■ Assigned task:
Scan the entries and tally the lines that include the string "evenodd". Reply with the figure alone.

■ Entries provided:
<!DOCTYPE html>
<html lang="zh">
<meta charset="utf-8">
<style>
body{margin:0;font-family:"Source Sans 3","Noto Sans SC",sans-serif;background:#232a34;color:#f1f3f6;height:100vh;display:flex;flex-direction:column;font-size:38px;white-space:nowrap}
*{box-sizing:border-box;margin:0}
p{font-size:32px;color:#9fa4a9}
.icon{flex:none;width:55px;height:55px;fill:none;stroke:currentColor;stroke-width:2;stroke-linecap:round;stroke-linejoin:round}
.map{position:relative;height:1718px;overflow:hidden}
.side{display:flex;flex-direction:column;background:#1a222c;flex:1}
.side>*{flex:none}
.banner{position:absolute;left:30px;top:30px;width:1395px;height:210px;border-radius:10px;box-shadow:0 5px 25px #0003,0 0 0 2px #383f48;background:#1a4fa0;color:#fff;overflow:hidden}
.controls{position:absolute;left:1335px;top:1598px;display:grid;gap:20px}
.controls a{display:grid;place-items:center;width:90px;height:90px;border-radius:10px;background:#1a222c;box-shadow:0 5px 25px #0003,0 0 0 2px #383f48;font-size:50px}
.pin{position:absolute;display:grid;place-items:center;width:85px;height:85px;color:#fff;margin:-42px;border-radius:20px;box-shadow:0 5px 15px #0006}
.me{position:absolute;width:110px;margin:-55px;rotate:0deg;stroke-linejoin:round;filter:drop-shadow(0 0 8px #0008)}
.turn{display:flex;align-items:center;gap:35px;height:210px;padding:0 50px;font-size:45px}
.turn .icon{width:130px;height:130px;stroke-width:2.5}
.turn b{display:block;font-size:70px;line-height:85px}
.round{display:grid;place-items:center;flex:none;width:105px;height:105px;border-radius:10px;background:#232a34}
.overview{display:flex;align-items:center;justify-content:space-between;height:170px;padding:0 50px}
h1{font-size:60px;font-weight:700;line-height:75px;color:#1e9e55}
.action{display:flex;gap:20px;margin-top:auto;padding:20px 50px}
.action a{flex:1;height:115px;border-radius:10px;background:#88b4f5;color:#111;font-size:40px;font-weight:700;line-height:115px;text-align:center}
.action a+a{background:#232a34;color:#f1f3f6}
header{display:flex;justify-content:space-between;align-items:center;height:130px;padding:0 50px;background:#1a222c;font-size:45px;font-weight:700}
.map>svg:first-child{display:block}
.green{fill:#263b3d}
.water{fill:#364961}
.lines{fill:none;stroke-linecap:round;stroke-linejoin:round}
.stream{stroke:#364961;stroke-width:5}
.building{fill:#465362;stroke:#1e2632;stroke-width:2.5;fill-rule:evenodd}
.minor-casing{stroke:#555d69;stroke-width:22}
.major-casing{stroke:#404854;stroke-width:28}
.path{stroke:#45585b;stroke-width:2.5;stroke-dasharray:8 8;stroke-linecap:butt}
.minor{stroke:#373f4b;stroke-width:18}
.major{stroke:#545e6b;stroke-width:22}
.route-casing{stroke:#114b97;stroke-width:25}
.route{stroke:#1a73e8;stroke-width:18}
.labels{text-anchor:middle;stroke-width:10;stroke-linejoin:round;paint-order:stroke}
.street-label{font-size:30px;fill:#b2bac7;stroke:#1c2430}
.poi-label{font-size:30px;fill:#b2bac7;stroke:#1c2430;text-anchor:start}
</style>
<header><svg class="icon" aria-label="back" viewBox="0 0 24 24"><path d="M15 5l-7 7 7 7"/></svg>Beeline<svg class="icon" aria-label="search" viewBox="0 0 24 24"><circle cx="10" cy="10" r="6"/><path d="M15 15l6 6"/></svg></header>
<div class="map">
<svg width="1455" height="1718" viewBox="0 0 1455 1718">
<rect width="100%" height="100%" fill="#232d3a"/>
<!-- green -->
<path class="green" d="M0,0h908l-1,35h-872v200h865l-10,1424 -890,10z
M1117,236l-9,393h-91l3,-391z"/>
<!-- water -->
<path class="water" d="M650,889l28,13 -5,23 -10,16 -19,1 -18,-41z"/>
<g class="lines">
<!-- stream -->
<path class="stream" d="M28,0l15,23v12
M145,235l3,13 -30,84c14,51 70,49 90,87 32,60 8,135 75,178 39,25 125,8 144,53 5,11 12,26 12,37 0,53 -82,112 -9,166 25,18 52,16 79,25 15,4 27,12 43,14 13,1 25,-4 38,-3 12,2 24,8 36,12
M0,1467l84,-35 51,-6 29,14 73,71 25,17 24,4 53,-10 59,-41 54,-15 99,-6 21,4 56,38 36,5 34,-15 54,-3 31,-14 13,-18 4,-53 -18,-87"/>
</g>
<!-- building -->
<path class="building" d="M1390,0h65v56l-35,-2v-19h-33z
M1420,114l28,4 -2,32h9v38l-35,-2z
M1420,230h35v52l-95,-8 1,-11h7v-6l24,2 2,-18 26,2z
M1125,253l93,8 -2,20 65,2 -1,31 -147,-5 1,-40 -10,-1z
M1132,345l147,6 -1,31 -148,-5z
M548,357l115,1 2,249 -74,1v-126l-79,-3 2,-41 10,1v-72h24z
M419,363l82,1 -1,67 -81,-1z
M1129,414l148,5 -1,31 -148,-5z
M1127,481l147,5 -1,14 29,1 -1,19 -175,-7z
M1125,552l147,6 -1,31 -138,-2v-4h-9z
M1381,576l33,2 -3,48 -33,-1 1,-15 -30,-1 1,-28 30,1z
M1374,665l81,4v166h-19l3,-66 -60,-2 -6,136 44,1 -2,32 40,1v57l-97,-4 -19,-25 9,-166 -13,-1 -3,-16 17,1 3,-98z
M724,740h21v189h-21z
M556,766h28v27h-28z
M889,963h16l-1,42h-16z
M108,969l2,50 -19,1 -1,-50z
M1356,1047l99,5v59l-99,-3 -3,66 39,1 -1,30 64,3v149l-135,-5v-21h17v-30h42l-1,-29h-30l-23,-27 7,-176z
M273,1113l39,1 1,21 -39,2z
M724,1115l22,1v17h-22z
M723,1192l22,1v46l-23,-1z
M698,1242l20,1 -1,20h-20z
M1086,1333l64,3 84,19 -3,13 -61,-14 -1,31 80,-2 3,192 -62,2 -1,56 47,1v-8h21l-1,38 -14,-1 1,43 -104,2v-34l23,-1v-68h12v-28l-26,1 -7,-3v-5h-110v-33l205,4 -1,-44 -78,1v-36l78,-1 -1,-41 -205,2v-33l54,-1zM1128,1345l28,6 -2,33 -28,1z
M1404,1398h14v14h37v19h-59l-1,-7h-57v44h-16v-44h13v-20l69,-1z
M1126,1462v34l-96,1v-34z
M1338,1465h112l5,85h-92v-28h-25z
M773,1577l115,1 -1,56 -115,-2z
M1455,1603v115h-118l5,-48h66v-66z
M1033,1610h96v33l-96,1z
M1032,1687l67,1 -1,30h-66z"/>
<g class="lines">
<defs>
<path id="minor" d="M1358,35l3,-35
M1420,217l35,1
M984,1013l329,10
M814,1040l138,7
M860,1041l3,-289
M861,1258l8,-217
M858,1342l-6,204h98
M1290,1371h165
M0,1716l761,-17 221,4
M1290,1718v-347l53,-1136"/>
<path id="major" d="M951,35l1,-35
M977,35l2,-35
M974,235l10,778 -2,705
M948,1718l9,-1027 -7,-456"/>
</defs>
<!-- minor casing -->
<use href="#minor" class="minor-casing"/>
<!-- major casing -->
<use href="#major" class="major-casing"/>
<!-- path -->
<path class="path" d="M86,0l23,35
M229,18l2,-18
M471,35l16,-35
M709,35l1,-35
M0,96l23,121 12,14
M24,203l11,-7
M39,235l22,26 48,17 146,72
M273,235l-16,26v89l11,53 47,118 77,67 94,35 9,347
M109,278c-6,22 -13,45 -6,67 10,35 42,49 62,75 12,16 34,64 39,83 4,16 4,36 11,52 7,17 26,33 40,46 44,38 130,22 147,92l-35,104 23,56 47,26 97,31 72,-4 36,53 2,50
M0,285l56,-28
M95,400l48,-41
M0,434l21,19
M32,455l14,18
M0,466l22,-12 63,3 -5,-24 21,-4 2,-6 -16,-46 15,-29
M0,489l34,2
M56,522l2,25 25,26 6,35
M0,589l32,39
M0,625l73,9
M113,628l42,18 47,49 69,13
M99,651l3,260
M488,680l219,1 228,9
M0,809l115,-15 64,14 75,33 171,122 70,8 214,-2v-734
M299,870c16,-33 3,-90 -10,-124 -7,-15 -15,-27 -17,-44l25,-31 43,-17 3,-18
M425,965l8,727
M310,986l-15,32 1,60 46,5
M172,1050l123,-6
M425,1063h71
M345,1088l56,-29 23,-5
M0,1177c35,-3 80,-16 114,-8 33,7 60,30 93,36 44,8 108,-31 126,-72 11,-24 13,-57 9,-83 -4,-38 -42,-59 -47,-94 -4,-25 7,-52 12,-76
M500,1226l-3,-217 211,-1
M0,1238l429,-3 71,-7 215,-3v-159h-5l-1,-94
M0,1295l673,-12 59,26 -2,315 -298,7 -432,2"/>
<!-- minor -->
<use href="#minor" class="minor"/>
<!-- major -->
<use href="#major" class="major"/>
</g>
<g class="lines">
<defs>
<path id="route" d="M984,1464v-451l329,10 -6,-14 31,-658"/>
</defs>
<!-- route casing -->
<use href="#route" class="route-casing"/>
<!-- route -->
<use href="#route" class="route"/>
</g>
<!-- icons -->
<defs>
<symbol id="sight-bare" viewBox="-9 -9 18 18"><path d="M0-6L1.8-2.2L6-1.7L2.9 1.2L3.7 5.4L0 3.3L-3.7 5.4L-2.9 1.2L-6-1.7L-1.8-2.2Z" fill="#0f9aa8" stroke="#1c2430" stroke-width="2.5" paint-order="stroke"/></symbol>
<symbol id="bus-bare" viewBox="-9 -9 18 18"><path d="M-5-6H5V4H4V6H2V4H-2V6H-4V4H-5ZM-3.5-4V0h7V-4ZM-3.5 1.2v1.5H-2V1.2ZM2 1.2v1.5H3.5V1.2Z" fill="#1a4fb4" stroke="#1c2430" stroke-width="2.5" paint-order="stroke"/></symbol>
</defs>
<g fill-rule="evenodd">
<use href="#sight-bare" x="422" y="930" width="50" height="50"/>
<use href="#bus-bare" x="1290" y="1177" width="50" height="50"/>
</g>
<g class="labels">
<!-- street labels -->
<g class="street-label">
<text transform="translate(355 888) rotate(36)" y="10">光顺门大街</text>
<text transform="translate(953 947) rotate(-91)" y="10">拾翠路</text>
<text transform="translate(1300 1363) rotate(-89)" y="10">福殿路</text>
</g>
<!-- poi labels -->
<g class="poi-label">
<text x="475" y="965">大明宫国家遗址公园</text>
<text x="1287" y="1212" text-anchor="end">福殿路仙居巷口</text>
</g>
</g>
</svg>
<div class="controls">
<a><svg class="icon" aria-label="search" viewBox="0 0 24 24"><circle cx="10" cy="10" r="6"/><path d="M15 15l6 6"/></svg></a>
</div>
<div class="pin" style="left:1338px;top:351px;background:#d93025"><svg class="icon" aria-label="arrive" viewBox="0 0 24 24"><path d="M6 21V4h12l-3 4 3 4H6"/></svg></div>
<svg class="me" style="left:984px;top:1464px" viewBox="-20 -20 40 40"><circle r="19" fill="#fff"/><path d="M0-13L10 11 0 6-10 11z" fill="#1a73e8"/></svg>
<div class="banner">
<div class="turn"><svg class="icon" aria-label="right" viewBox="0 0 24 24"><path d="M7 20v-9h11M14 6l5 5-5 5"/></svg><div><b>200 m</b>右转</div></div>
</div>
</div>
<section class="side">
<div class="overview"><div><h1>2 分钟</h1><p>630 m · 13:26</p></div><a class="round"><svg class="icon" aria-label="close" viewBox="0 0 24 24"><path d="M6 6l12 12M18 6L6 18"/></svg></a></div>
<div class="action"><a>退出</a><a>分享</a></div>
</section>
* * *
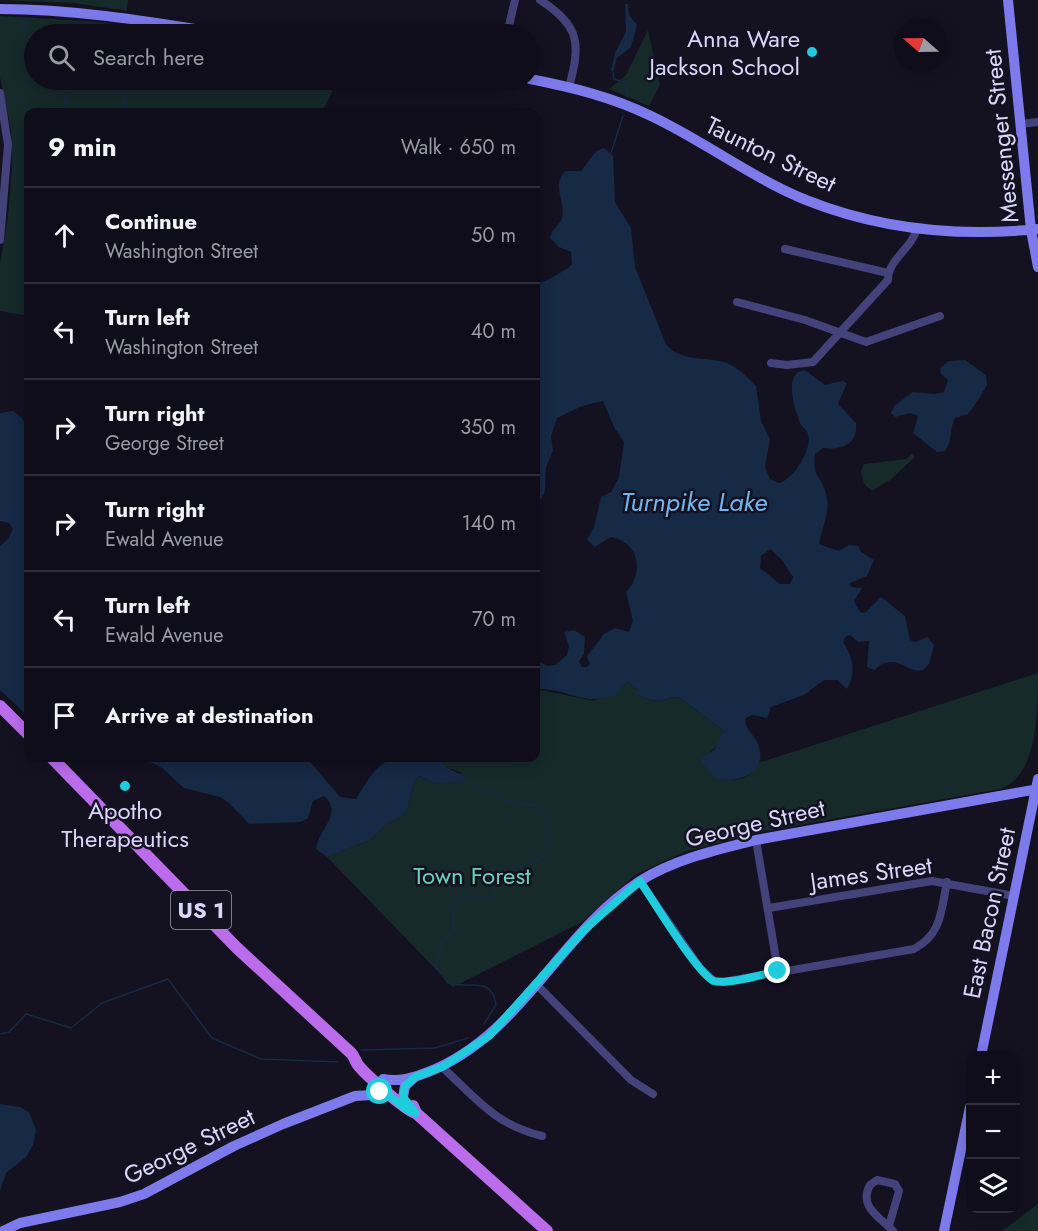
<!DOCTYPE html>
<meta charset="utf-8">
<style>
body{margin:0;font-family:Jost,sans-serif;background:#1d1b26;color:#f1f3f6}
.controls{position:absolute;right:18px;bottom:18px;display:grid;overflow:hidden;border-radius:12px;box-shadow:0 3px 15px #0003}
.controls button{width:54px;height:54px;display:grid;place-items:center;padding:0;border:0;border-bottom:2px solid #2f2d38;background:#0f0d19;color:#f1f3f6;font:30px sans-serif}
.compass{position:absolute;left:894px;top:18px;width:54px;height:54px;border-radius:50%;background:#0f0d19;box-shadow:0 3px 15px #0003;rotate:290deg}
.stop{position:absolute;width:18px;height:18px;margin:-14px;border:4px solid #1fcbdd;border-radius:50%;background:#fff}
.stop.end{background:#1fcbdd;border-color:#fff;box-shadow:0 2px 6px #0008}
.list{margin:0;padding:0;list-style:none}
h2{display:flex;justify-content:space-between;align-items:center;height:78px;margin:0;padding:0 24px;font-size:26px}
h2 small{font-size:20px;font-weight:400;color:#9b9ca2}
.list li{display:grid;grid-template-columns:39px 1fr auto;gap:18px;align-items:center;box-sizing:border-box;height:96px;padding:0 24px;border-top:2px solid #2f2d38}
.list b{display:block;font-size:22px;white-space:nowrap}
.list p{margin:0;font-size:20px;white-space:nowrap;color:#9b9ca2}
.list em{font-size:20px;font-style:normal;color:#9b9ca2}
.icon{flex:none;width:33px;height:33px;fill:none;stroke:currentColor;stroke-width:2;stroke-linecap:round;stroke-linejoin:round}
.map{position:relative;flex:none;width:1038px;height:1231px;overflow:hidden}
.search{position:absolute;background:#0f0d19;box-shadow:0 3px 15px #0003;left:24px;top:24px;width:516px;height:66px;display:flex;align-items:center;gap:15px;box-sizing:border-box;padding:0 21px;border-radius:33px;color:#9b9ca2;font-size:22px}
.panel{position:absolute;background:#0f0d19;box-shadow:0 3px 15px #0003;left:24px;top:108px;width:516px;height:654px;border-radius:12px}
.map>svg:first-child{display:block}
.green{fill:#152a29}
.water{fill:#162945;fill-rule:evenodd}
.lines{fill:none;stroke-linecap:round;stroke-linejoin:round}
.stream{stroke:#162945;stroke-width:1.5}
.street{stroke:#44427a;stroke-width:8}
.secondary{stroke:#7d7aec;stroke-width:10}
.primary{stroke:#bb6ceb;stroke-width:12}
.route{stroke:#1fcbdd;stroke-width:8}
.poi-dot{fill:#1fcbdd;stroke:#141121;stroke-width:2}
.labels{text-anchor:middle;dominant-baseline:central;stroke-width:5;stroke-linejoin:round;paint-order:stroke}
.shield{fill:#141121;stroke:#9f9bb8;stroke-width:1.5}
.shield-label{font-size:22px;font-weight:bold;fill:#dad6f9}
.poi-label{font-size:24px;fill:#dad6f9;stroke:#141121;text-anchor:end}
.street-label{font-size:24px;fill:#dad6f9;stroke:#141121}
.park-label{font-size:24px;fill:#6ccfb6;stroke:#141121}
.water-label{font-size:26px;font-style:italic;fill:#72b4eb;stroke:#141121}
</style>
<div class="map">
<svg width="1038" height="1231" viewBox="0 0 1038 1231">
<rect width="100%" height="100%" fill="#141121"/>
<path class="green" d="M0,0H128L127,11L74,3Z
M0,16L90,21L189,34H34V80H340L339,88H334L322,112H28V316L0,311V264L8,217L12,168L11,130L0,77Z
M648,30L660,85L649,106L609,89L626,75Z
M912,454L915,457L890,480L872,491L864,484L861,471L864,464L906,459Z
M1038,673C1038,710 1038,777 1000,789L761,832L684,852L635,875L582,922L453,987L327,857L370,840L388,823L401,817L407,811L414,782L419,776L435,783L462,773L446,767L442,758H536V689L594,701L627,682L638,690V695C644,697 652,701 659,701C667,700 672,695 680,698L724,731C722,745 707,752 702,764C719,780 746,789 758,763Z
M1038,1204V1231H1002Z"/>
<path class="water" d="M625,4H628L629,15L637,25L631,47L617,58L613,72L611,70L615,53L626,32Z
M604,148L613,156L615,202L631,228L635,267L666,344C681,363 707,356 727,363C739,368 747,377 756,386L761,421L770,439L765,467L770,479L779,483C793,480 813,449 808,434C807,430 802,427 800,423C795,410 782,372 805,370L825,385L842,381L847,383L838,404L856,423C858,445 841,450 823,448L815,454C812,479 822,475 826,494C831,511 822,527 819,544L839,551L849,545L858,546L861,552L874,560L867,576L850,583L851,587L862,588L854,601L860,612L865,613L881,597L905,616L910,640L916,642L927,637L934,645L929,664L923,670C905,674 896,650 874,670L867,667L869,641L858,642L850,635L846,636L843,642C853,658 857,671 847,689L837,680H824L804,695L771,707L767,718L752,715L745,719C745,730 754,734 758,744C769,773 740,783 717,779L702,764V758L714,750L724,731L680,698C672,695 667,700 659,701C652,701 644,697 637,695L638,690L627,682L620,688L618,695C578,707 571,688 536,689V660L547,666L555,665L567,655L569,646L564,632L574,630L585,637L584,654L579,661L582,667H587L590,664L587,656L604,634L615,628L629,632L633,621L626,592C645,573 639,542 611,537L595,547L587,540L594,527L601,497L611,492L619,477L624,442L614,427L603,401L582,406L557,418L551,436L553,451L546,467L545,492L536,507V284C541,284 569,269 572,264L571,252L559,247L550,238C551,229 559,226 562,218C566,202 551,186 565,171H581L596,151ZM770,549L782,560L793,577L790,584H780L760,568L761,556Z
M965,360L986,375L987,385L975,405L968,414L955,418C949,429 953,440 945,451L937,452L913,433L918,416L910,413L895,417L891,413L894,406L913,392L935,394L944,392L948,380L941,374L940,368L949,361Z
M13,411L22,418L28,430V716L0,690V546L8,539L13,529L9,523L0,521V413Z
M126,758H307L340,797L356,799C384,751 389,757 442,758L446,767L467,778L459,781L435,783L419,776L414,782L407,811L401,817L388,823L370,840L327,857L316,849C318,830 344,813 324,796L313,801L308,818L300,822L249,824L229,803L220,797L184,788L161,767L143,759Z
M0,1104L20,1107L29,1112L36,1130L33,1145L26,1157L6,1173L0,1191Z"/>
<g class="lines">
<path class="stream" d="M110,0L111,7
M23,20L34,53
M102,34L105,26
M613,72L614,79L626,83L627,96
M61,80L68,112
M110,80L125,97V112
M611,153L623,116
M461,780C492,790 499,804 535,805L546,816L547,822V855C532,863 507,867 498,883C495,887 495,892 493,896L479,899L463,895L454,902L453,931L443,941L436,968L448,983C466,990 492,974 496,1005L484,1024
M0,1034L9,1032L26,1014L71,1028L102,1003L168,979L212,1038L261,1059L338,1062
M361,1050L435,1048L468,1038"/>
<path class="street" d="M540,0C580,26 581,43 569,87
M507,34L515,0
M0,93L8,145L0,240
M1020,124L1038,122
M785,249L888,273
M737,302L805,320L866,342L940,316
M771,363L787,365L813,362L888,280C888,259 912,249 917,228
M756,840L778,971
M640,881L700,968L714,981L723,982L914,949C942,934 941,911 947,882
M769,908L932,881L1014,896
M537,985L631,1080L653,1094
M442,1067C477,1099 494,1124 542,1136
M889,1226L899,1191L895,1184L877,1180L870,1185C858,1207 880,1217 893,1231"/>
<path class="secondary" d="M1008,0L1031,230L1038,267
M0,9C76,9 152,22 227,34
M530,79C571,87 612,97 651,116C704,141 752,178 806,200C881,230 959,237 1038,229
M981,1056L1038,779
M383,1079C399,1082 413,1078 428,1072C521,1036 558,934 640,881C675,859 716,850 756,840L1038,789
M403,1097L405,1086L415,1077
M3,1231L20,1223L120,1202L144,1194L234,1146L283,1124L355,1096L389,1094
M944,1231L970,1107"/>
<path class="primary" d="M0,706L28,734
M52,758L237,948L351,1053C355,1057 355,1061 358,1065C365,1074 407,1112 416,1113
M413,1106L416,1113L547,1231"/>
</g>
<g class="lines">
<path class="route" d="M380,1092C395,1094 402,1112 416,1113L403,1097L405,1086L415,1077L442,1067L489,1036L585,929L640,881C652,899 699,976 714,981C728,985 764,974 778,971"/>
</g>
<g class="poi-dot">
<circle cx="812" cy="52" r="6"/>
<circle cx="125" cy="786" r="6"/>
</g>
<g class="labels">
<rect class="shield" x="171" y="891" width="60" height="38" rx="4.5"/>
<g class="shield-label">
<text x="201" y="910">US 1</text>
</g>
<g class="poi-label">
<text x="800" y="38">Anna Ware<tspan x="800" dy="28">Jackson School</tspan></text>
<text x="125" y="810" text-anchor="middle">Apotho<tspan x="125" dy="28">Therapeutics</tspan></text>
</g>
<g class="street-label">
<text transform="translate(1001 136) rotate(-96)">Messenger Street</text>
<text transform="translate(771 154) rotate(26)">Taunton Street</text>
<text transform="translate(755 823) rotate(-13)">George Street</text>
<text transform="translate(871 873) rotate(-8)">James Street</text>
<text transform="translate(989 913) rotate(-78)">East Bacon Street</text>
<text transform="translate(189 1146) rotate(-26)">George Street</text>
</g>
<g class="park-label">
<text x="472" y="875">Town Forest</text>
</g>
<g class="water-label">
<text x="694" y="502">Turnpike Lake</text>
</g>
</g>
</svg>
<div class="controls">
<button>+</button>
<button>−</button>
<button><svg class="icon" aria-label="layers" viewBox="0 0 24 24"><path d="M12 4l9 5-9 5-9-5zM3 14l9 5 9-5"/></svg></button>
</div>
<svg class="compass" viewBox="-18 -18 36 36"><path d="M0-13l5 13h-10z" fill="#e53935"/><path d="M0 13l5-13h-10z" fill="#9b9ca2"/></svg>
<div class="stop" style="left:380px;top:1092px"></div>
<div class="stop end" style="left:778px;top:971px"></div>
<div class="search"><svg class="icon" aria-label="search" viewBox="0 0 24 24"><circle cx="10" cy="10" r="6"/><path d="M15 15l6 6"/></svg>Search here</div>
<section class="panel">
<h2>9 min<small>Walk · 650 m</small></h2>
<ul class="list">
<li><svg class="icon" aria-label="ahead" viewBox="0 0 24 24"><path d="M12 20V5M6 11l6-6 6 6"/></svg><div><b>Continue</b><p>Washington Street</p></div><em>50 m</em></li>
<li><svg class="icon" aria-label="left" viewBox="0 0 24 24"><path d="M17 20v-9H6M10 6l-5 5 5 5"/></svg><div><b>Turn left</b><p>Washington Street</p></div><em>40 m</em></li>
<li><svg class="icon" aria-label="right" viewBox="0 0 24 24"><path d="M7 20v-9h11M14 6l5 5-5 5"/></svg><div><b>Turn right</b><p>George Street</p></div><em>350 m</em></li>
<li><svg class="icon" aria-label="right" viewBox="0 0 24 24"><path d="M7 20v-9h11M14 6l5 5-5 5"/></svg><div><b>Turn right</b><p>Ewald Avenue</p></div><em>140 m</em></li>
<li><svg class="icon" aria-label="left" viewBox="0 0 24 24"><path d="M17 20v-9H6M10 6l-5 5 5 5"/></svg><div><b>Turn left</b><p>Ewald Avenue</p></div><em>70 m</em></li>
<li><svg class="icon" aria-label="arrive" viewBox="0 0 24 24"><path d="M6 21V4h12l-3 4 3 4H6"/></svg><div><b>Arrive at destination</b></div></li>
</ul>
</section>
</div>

■ Exercise output:
3